_YOUR TASK_: Write out the stretch of lines below that begins at the line with "<b>08:40</b>" and ends at the line with "3l9 9-9 9-9-9zM9", including both, exactly as given and nothing more.

_DATA FOR REVIEW_:
::::

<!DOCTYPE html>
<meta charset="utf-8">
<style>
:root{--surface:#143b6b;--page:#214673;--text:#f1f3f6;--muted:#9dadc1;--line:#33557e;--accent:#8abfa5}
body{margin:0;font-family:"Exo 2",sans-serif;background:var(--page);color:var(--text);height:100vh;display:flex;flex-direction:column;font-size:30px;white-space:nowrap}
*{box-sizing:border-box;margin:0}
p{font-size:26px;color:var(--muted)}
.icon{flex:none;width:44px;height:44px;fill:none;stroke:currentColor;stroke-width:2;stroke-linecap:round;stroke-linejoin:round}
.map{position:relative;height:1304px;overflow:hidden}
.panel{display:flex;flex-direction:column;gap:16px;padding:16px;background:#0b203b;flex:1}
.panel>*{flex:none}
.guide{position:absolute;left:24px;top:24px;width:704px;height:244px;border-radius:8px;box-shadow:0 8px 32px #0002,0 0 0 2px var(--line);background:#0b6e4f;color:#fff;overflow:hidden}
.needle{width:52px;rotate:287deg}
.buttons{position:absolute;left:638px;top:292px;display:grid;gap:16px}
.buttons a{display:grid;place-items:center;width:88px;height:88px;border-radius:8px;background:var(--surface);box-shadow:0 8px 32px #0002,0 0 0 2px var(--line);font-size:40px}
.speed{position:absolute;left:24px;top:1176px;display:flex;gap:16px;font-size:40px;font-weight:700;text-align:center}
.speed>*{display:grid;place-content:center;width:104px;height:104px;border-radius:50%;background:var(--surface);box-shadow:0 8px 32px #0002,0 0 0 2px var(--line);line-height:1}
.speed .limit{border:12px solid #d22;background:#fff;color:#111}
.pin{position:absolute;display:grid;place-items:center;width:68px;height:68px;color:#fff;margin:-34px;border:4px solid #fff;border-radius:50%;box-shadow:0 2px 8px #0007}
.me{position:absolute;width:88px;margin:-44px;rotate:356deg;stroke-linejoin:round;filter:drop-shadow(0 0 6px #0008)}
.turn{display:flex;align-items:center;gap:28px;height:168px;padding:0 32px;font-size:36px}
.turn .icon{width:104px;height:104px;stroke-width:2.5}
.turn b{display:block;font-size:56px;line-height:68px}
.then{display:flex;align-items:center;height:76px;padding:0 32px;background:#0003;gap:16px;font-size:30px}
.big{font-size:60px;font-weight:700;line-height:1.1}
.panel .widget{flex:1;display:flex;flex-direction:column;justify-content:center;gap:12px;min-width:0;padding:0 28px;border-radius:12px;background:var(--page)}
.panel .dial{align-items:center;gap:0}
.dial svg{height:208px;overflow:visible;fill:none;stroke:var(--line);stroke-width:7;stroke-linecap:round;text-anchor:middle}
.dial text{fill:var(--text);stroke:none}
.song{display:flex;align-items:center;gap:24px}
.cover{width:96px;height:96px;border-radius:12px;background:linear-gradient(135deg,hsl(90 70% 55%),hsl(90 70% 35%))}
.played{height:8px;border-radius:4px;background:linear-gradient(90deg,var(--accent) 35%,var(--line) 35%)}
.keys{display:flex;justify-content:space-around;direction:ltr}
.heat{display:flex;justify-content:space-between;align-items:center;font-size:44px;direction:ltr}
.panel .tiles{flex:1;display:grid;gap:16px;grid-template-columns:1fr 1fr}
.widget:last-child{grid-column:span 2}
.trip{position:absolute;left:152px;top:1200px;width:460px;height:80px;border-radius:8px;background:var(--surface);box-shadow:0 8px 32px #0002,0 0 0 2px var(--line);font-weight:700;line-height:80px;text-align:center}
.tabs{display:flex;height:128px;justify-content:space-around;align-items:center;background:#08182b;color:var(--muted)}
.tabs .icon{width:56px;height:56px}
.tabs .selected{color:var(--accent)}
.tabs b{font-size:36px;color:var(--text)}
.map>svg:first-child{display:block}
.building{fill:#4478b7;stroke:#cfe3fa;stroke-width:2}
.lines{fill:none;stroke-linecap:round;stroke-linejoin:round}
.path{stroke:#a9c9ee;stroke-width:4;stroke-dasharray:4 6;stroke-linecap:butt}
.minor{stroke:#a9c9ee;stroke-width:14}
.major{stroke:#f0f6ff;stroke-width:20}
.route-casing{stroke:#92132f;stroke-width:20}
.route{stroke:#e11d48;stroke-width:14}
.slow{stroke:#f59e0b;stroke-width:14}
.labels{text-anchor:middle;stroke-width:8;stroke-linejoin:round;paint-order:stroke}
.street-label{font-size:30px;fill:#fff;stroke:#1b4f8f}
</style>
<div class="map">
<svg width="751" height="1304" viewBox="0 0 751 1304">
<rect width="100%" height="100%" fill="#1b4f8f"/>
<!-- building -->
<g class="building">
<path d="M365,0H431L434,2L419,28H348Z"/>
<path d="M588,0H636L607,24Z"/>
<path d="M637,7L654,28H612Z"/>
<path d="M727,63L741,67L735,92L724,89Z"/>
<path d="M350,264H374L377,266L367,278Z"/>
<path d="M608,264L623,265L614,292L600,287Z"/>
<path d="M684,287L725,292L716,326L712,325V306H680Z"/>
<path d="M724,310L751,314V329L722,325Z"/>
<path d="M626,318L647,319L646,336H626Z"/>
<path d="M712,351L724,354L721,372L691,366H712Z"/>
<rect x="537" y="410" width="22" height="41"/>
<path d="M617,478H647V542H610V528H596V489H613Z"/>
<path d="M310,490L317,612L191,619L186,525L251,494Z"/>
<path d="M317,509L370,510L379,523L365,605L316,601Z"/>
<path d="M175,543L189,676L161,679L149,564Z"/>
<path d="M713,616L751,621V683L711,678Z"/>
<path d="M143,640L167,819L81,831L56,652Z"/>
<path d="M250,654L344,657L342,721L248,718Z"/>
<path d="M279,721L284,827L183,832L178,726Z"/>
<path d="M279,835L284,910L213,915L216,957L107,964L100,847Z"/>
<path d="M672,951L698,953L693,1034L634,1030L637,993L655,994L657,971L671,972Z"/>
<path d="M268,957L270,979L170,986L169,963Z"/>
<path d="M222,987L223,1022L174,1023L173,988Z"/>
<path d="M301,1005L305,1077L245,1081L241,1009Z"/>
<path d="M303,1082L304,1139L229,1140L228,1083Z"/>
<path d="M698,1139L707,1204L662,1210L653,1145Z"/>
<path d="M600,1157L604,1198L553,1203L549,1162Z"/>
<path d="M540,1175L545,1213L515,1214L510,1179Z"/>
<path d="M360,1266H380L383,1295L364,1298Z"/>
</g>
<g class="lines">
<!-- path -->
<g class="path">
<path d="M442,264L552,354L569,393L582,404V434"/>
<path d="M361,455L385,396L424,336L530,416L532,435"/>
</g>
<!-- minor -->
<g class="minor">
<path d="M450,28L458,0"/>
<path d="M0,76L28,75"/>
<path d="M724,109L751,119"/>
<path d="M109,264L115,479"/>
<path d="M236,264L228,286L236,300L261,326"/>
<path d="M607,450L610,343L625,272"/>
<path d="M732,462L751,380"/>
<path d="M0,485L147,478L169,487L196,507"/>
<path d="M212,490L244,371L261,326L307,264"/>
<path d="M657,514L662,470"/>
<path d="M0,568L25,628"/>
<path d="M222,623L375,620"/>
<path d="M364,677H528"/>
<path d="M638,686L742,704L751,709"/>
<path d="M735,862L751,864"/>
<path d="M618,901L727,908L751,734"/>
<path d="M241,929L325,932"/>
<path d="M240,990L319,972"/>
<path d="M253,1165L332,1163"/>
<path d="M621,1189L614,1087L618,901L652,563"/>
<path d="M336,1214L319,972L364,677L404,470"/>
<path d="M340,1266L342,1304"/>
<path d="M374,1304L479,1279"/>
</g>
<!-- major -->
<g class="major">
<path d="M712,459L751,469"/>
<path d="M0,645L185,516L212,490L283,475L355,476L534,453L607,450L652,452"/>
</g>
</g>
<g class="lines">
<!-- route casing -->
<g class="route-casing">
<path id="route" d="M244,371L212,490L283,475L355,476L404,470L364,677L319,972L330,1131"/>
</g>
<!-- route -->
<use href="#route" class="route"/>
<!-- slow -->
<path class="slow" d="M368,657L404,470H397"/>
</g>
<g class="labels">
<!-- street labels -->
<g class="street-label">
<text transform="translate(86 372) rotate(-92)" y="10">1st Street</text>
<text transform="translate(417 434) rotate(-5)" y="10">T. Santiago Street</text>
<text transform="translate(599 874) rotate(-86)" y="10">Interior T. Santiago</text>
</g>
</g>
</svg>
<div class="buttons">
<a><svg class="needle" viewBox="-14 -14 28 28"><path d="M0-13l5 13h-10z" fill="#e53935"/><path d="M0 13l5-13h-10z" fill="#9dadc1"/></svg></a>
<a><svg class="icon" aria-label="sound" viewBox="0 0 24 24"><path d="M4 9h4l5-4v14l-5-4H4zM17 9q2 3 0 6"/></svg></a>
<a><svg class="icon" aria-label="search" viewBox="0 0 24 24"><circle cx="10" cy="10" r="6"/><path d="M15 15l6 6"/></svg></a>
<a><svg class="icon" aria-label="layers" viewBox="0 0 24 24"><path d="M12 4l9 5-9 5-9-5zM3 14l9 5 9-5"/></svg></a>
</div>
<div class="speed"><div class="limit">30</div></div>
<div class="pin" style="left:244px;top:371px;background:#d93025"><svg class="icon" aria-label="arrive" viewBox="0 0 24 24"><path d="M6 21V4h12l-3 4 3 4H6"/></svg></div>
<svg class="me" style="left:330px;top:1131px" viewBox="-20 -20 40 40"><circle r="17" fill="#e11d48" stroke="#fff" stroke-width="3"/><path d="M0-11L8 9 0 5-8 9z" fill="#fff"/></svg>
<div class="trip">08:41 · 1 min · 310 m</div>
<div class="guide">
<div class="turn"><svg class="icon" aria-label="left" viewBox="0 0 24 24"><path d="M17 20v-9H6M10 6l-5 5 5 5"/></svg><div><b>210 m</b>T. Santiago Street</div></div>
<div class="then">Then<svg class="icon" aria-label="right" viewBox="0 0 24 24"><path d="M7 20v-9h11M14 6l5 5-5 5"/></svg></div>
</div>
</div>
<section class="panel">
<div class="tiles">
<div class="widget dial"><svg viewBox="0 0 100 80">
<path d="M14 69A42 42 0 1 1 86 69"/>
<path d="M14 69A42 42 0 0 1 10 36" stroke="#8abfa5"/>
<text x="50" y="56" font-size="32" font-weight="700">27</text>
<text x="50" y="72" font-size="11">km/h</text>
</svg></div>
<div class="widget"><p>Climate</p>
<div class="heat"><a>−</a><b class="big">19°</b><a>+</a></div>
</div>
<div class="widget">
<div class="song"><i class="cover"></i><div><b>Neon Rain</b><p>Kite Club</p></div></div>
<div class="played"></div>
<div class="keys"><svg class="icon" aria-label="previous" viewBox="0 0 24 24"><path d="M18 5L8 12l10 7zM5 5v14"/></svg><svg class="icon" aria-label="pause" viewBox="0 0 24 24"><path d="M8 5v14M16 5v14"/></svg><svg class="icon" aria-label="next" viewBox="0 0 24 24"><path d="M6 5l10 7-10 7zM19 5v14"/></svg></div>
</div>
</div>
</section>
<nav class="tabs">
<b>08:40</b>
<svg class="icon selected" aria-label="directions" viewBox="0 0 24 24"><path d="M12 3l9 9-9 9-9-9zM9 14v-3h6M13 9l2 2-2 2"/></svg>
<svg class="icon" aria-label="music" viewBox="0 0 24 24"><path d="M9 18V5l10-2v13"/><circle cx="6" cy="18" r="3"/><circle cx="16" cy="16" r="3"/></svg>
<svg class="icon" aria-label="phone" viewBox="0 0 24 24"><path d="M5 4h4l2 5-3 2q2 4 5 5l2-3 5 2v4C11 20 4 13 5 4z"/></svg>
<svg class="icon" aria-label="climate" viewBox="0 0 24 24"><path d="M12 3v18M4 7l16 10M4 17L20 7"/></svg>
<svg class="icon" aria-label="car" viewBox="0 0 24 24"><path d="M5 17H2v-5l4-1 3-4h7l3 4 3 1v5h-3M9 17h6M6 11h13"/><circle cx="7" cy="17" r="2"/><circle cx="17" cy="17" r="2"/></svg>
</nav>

::::

_RESULT OF THE TASK_:
<b>08:40</b>
<svg class="icon selected" aria-label="directions" viewBox="0 0 24 24"><path d="M12 3l9 9-9 9-9-9zM9 14v-3h6M13 9l2 2-2 2"/></svg>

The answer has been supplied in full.